Education and outreach
IOP hosts subject CPD summit chaired by Professor Sir John Holman
23 January 2020
Experts discussed how a targeted approach to professional learning could tackle longstanding issues such as teacher retention.
The Institute of Physics (IOP) hosted a workshop and roundtable event focusing on subject-specific continuing professional development (CPD) for teachers.
Introduced by IOP group CEO, Paul Hardaker, the discussions focused on the importance of high-quality teaching and the need to develop a culture in which good professional CPD is not only available, but is also in demand.
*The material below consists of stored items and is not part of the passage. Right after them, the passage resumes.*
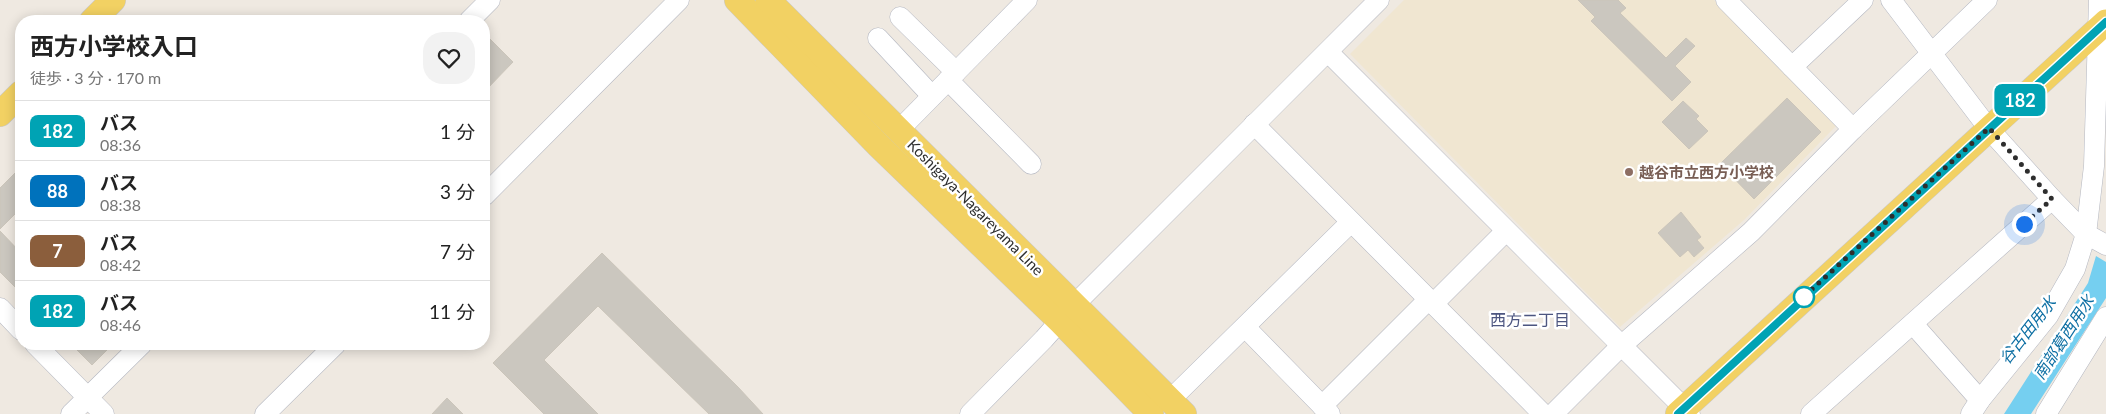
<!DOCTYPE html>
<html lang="ja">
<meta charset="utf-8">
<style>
:root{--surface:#fff;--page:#f2f2f2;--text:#222;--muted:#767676;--line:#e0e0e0}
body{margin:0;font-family:Lato,"Noto Sans JP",sans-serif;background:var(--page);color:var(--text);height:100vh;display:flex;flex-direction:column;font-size:19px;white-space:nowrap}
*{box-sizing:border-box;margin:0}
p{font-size:16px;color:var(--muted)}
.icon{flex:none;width:28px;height:28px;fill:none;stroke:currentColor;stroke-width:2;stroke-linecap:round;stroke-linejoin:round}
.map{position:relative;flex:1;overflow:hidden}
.side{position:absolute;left:15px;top:15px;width:475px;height:335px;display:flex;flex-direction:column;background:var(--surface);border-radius:20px;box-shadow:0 2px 12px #0003}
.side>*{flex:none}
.badge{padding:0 10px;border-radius:8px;font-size:18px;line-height:32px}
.you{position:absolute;width:25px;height:25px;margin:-12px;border:4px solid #fff;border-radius:50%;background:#1a73e8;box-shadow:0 0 0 8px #1a73e833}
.map>.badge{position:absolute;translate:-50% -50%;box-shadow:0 0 0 2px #fff}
.round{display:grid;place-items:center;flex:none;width:52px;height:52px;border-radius:20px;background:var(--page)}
.summary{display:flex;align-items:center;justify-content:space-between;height:85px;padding:0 15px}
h1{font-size:24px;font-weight:700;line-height:38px}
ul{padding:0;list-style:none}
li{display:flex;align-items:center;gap:15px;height:60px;padding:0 15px;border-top:1px solid var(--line)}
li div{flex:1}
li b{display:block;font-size:19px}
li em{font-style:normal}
li .badge{min-width:55px;font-weight:700;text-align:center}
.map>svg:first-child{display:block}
.education{fill:#f0e6d1}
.water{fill:#75cff0}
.building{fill:#cbc7bf;stroke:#cbc5ba}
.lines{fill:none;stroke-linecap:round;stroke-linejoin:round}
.minor-casing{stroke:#b4b7c1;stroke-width:21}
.major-casing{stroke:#c9c9c9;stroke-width:26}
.minor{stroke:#fff;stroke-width:20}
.major{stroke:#f2d163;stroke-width:25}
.line-casing{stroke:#fff;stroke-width:11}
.line{stroke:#00a3b4;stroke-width:8}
.walk{stroke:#2e2e2e;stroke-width:5;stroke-dasharray:0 9}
.education-dot{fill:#8d6e63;stroke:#fff;stroke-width:2}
.stop-dot{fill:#fff;stroke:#00a3b4;stroke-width:2.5}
.labels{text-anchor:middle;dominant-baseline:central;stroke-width:5;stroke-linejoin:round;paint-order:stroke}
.education-label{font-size:15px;font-weight:bold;fill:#785e54;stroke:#fff;text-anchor:start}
.street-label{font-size:15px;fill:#2e2e2e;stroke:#fff}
.neighbourhood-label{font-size:16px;fill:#4d5680;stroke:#fff}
.water-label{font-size:16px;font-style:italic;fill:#0d6fa3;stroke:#fff}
</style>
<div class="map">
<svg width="2106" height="414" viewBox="0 0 2106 414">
<rect width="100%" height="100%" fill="#efe9e1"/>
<!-- education -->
<path class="education" d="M1404,0h310l124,124 -94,96 -124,107 -270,-273z"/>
<!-- water -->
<path class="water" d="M2096,256l10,6v36l-75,116h-27l84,-131z"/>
<!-- building -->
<g class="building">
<path d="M1578,0h40l8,8 -6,5 46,45 20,-20 9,8 -20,20 16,16 -19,19 -81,-80 4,-4z"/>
<path d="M490,39l23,23 -29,30v-46z"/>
<path d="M1787,98l34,34 -67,67 -34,-35z"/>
<path d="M1683,101l16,15 -3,3 12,12 -19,18 -27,-27z"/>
<path d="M21,167v41l-21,21v-41z"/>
<path d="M1681,212l20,25 -4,3 7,8 -10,9 -6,-7 -8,7 -22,-24z"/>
<path d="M0,231l21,22v40l-21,-21z"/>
<path d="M602,253l136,134 25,27h-54l-111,-108 -54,54 54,54h-54l-51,-51z"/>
<path d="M71,344h42l-21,21z"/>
<path d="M447,398l16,16h-31z"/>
</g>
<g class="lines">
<defs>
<g id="minor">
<path d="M1726,0l127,129"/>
<path d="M1891,0l98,129 63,70 34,35 20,11"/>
<path d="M900,17l56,55"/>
<path d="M469,21l21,-21"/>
<path d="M878,38l54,58"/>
<path d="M1328,52l362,362"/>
<path d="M1792,67l71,-67"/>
<path d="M948,80l83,84"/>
<path d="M1254,124l289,290"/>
<path d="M899,130l128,-130"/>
<path d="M484,196l195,-196"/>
<path d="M1433,304l73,-73"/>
<path d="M0,308l21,22"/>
<path d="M1913,324l67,76 -9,14"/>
<path d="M1245,327l85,87"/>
<path d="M35,344l69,70"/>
<path d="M1170,400l181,-178"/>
<path d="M1980,400l68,-84 27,-47 11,-35 8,-68 5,-166"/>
<path d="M1322,406l106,-106"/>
<path d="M71,414l71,-70"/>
<path d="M265,414l71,-70"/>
<path d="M970,414l74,-75 30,-34 305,-305"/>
<path d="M1553,414l68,-68 130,-114 102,-103 134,-129"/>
<path d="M1811,414l241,-215"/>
<path d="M2046,414l60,-97"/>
</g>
<g id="major">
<path d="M737,0l142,146 181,175 91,93"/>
<path d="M768,0l416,414"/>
<path d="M92,21l21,-21"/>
<path d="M0,114l21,-21"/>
<path d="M1678,414l428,-392"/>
</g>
</defs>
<!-- minor casing -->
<use href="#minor" class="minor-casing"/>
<!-- major casing -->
<use href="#major" class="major-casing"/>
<!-- minor -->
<use href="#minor" class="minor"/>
<!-- major -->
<use href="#major" class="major"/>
</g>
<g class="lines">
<defs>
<path id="line" d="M1678,414l428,-392"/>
</defs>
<!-- line casing -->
<use href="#line" class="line-casing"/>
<!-- line -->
<use href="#line" class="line"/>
<!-- walk -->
<path class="walk" d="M1804,297l-6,5 191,-174 63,71 -28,25"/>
</g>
<!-- markers -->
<circle class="education-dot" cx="1629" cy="172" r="5"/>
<circle class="stop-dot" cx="1804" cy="297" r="10"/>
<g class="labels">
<!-- education labels -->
<g class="education-label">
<text x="1639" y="172">越谷市立西方小学校</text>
</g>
<!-- street labels -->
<g class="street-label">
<text transform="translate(976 207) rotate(45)">Koshigaya-Nagareyama Line</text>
</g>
<!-- neighbourhood labels -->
<g class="neighbourhood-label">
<text x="1530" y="319">西方二丁目</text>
</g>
<!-- water labels -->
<g class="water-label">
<text transform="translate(2027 330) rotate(-52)">谷古田用水</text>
<text transform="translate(2063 337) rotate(-57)">南部葛西用水</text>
</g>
</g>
</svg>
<div class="you" style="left:2024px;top:224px"></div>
<b class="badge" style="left:2020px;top:100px;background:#00a3b4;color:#fff">182</b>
<section class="side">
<div class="summary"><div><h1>西方小学校入口</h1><p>徒歩 · 3 分 · 170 m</p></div><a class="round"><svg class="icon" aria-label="heart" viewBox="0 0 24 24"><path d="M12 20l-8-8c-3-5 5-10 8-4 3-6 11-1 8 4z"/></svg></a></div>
<ul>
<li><span class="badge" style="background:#00a3b4;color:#fff">182</span><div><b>バス</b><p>08:36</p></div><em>1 分</em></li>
<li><span class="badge" style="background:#0072bc;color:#fff">88</span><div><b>バス</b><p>08:38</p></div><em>3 分</em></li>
<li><span class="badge" style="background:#8b5e3c;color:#fff">7</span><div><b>バス</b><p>08:42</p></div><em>7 分</em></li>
<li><span class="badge" style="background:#00a3b4;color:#fff">182</span><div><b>バス</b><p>08:46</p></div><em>11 分</em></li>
</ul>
</section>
</div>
With broad consensus now that student learning outcomes are very dependent on teaching quality and a body of evidence suggesting that programmes of professional learning can improve teaching effectiveness, the day’s activities revolved around the idea that the provision of high-quality, subject-specific CPD could provide a pool of world-class, fulfilled teachers, formed through engagement with the very best ongoing support and development.
Chair for the day was Professor Sir John Holman, senior adviser in education at the Wellcome Trust and the Gatsby Foundation, and chair of the Teacher Development Trust, who was knighted in 2010 for services to education.
Presenting his paper The Case for Subject-Specific CPD, invited guest speaker, Professor Robert Coe, described how teachers themselves should also participate in continued professional learning as they provide learning to others. He explained the need for a framework for teacher learning that includes ideas about sequencing, topic-specific content and teaching techniques.
Perhaps best known to teachers as one of the co-authors of the Education Endowment Foundation's Teaching and Learning Toolkit and its DIY Evaluation Guide for teachers, Professor Coe was recently director of the Centre for Evaluation and Monitoring (CEM) at Durham University and is now a director at Evidence Based Education.
As director of the CEM, he has worked with the Cabinet Office, and has been involved in a range of international research collaborations. He also works as an adviser to various organisations including Teach First, the Department for Education and Ofqual.
The invited participants, including representatives from a range of subject associations including science and beyond, discussed how current problems – including the retention of teachers – might be solved by the provision of system-wide, high-quality, subject-specific CPD and considered how the evidence to support these ideas might be strengthened.
How such CPD might be introduced was also deliberated, along with the features that such a system might necessarily include.
Recurrent themes, in a day of lively debate and discussion, were the provision of funding and the need to develop and nurture a culture which not only embraces, but also demands and values, such ongoing learning for teaching professionals.